### SUPPLIED MATERIAL:
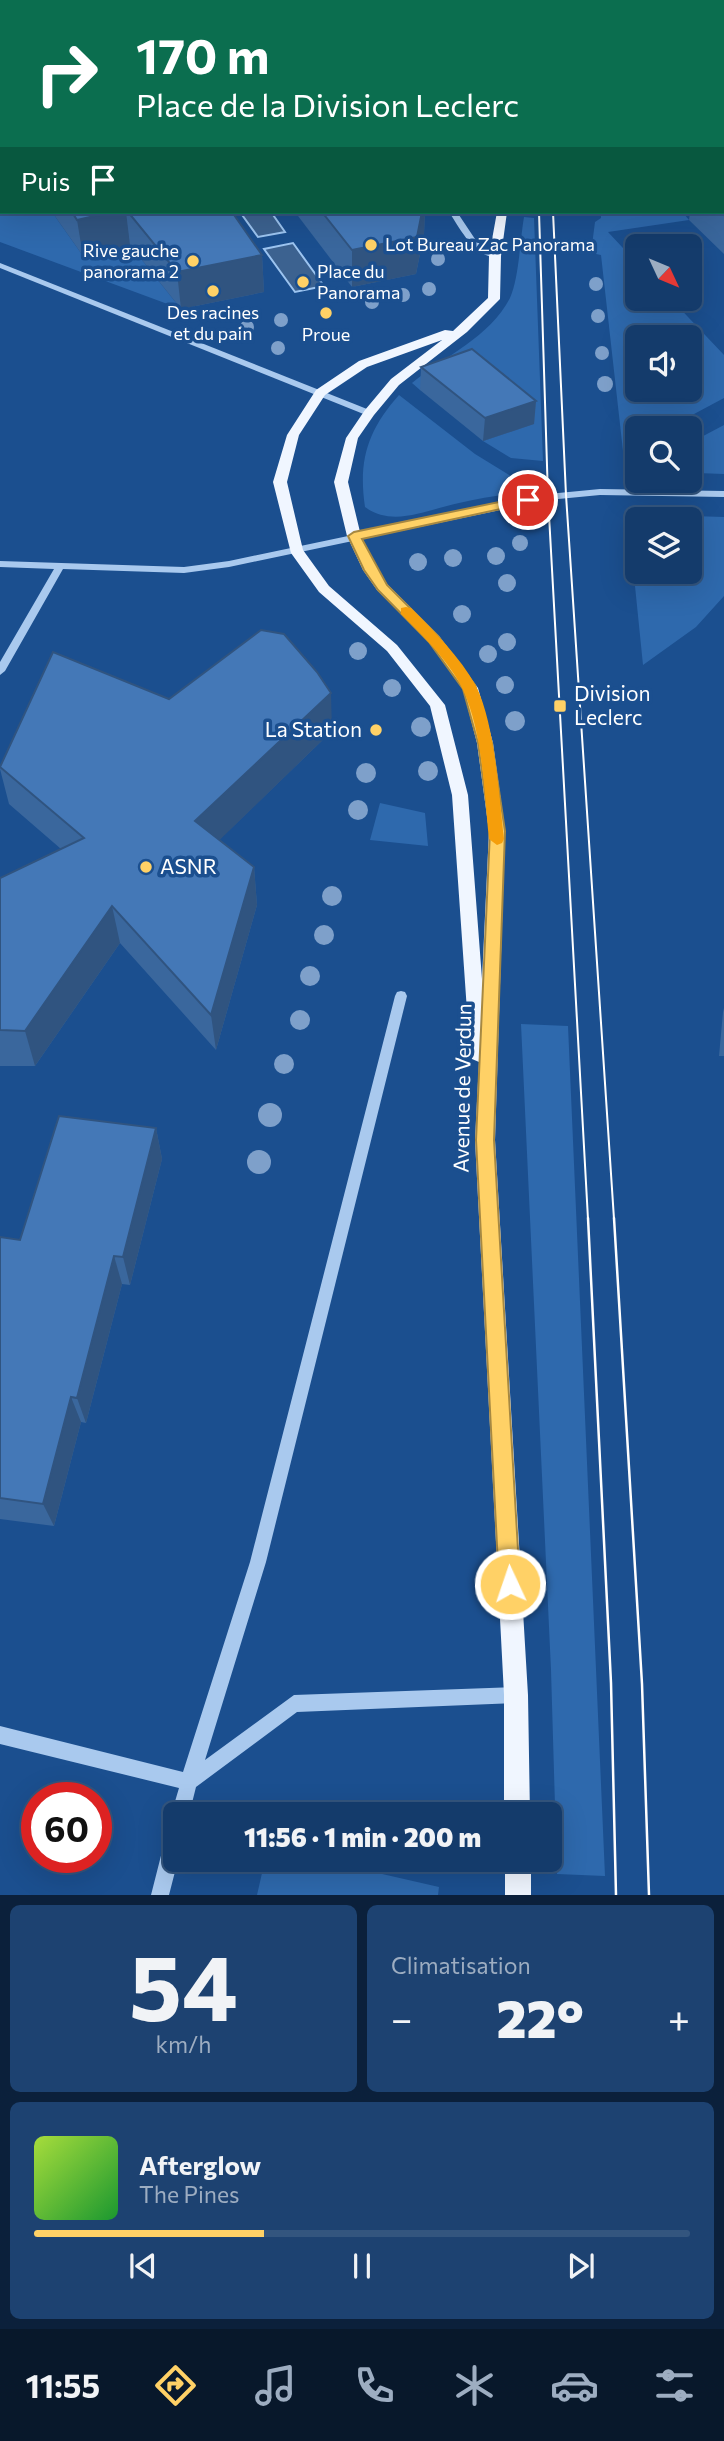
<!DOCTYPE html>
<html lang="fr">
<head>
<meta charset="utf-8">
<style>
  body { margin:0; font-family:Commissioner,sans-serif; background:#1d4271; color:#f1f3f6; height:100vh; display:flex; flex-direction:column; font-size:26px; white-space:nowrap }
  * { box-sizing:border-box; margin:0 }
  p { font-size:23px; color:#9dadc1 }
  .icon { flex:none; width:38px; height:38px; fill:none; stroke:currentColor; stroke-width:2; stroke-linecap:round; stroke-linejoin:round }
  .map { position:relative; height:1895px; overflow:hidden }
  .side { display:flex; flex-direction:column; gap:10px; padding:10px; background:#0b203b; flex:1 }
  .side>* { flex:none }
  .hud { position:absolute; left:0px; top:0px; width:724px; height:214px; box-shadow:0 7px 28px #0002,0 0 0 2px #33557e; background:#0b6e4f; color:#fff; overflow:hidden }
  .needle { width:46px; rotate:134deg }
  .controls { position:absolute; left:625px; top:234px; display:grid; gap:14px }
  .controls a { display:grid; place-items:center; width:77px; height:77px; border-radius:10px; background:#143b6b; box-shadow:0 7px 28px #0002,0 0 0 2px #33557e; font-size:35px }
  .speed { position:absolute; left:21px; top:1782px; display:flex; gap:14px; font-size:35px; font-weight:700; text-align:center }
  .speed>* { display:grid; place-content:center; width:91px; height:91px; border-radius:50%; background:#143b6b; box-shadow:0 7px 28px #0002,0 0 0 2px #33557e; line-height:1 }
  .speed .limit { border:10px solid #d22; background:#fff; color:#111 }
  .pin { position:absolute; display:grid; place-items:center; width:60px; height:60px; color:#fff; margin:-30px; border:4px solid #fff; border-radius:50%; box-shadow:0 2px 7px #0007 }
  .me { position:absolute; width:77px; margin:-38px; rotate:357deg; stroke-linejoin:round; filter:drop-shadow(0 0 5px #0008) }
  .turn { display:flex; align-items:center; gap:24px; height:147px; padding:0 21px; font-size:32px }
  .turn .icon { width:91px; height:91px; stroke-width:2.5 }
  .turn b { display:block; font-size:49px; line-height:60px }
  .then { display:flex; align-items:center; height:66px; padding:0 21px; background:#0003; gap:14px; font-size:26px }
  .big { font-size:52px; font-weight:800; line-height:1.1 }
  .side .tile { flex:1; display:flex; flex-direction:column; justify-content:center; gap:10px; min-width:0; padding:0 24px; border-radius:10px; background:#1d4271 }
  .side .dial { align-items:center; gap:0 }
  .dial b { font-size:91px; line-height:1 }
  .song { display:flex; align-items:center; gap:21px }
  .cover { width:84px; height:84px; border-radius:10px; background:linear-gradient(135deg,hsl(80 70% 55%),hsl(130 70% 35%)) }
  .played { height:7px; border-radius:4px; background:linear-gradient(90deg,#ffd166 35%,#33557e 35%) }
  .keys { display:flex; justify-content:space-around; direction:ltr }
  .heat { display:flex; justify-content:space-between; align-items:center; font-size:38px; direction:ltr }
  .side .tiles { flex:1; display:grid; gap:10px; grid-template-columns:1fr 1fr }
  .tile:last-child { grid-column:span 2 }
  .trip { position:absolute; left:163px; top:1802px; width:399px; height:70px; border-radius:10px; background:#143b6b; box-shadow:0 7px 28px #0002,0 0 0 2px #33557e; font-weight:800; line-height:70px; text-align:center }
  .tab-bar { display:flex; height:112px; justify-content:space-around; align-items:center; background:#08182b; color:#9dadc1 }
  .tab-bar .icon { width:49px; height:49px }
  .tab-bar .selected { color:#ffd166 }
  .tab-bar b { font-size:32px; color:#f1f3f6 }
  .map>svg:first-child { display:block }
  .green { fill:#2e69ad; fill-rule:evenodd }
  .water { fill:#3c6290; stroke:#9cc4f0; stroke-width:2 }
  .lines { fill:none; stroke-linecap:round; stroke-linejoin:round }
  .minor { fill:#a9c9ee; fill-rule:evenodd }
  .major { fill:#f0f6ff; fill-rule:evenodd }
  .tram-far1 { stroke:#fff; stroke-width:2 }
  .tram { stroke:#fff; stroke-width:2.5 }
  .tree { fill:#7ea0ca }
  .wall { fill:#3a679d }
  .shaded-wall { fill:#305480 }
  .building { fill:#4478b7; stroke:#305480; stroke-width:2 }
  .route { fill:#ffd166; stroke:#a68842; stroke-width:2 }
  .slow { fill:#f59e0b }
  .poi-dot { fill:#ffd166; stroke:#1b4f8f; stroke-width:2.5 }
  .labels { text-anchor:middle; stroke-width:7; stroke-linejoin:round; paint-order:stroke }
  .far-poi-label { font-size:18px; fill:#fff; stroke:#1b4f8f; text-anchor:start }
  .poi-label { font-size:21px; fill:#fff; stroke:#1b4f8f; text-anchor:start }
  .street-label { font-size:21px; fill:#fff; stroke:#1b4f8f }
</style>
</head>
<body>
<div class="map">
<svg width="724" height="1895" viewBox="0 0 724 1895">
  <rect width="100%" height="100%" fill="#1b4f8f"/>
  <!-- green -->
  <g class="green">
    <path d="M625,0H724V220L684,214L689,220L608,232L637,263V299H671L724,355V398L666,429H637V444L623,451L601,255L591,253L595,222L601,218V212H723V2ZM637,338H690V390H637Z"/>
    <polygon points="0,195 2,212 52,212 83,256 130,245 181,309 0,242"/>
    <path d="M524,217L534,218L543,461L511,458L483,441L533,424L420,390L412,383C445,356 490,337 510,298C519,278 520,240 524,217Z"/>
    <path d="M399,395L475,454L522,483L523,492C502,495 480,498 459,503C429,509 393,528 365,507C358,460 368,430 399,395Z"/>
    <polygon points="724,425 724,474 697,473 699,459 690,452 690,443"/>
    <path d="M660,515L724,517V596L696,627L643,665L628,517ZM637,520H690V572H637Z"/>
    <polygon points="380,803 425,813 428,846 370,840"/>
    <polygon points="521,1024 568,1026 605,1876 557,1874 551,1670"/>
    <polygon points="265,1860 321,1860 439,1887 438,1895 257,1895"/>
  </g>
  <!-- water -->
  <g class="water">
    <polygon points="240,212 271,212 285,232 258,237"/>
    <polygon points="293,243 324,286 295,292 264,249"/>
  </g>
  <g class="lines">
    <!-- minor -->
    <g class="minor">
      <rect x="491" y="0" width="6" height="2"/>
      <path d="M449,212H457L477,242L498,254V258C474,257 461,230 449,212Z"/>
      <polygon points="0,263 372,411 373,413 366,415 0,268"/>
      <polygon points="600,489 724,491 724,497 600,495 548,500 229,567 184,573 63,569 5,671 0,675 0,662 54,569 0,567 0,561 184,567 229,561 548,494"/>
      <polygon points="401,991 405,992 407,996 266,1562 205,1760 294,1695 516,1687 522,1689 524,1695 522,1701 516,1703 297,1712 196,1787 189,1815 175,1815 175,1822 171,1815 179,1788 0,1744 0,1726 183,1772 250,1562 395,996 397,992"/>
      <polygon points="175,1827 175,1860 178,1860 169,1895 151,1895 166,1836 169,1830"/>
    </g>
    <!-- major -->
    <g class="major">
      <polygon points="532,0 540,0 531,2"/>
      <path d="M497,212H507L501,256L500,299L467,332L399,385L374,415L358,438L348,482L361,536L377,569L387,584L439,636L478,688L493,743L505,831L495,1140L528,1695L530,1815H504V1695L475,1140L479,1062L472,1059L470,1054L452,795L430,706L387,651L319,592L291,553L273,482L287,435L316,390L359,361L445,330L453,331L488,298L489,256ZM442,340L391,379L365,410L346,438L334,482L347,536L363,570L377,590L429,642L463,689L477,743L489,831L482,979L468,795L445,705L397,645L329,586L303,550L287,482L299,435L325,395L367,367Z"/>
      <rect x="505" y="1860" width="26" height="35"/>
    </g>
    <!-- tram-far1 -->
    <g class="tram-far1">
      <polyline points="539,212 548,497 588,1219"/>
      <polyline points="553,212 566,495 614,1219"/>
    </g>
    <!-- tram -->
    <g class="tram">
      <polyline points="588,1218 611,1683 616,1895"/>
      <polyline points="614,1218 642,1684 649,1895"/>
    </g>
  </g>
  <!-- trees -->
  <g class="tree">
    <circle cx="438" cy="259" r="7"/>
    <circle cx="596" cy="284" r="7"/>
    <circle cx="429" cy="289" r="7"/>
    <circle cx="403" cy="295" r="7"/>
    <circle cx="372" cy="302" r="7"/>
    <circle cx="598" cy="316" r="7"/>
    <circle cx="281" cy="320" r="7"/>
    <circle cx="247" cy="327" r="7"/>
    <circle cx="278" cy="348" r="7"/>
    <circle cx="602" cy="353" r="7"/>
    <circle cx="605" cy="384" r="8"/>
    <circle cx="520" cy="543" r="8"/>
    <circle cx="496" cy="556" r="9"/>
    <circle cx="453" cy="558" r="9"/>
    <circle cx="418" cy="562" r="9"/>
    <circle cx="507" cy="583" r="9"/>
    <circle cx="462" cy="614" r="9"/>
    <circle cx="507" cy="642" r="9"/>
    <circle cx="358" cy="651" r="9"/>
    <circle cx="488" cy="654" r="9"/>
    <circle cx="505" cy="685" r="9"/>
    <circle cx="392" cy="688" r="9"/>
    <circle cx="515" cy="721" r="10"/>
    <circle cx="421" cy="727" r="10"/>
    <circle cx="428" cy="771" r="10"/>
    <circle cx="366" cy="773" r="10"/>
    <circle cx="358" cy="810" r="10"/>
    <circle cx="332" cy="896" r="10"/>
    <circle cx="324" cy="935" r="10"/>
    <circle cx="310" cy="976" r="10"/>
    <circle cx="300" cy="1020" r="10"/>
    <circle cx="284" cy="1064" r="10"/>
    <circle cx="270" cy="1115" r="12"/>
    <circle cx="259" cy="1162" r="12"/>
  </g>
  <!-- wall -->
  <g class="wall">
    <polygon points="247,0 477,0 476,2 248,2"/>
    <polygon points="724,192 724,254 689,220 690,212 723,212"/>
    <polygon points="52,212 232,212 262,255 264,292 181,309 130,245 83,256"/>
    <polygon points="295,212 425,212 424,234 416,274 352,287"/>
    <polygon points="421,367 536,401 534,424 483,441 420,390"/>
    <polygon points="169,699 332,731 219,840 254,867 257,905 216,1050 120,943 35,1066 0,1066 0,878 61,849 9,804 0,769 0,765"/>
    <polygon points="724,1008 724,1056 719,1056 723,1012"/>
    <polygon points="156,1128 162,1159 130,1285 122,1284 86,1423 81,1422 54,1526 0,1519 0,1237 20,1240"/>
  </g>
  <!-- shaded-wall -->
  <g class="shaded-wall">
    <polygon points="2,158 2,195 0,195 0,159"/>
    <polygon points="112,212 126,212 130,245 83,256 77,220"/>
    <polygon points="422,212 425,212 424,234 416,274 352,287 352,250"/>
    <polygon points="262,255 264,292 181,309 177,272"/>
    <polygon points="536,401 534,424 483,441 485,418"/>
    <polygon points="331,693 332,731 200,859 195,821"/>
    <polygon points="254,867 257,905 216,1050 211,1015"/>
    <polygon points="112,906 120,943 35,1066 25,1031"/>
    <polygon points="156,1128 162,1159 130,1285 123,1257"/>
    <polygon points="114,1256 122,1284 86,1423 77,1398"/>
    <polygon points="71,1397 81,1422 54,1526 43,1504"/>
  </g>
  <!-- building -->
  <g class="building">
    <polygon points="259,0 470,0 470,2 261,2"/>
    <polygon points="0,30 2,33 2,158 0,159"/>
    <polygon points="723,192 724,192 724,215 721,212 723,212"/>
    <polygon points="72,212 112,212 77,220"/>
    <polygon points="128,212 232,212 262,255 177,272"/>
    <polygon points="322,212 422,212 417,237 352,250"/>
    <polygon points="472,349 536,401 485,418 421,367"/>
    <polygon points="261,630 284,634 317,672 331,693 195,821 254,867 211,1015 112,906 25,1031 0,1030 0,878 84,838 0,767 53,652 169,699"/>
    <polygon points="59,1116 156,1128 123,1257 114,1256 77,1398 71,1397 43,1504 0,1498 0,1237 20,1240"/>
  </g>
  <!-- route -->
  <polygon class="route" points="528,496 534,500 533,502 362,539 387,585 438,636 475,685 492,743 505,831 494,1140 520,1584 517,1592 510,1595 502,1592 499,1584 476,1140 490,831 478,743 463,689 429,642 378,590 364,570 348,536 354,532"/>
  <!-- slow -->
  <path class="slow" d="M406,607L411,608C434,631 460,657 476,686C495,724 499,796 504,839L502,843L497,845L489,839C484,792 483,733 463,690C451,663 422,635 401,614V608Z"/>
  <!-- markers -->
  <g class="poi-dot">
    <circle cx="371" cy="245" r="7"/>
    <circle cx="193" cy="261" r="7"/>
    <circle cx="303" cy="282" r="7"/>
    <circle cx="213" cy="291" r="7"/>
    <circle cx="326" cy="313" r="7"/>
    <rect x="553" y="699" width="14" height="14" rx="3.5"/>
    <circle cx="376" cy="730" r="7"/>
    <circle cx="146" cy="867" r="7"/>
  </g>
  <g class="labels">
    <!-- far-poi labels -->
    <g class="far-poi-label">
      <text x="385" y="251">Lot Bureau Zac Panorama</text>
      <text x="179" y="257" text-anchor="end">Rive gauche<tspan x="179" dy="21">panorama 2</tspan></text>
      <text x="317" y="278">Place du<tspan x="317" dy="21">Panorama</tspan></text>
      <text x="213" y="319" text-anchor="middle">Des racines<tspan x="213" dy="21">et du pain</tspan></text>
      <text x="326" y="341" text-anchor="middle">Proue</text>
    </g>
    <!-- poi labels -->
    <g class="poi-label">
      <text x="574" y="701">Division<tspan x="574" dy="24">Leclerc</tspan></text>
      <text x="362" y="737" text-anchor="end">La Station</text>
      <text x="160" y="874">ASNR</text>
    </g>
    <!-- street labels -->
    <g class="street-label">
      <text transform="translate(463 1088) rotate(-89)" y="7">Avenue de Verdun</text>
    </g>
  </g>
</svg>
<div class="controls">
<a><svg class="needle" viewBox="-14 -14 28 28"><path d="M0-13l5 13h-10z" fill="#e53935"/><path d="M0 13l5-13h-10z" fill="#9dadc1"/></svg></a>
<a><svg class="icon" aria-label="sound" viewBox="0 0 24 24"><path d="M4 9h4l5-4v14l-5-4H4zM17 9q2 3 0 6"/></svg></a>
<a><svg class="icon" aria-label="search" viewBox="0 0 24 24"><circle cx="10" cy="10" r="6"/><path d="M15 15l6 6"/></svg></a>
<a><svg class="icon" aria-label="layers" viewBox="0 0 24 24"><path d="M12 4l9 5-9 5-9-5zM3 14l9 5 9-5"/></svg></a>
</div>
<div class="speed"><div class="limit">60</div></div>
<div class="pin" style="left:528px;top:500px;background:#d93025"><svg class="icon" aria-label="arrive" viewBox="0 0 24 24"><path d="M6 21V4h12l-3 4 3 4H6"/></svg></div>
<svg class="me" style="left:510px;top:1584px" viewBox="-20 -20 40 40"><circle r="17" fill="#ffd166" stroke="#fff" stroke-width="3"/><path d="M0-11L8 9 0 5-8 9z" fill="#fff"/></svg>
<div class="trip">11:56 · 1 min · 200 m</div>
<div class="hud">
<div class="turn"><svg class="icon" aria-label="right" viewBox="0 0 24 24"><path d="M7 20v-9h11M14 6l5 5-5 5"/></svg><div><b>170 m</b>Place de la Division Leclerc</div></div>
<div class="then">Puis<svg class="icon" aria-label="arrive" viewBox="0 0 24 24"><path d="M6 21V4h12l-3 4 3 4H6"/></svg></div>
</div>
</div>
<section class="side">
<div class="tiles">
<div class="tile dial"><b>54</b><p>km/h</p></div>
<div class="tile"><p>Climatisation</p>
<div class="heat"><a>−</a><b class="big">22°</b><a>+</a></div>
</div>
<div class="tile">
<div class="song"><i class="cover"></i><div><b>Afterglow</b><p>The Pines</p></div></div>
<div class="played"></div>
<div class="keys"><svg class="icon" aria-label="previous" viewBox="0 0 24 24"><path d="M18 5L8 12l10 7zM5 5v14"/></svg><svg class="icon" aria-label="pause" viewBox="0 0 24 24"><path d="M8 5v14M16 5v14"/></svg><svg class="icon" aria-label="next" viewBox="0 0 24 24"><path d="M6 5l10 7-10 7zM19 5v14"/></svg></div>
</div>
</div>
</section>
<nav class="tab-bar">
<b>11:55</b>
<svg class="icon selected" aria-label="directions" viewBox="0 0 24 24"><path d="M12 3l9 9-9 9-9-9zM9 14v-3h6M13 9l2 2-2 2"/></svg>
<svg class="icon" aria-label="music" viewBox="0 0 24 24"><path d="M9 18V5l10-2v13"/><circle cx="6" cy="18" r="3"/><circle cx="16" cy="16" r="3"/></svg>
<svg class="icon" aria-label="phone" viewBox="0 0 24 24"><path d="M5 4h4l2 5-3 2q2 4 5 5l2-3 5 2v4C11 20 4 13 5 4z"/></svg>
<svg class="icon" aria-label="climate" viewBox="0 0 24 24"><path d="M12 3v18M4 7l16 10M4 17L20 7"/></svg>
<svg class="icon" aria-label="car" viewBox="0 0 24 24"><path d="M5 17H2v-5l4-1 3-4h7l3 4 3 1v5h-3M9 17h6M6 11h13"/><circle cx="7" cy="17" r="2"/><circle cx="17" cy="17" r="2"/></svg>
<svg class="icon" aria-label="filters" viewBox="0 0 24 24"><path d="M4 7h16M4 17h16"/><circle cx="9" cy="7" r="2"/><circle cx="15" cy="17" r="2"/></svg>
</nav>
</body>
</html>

### TASK DIRECTIONS:
Print the lines from the beginning of the records up to and including the line containing "flex:none; width:38px; height:38px;", word for word, with no pictures.

### ANSWER SECTION:
<!DOCTYPE html>
<html lang="fr">
<head>
<meta charset="utf-8">
<style>
  body { margin:0; font-family:Commissioner,sans-serif; background:#1d4271; color:#f1f3f6; height:100vh; display:flex; flex-direction:column; font-size:26px; white-space:nowrap }
  * { box-sizing:border-box; margin:0 }
  p { font-size:23px; color:#9dadc1 }
  .icon { flex:none; width:38px; height:38px; fill:none; stroke:currentColor; stroke-width:2; stroke-linecap:round; stroke-linejoin:round }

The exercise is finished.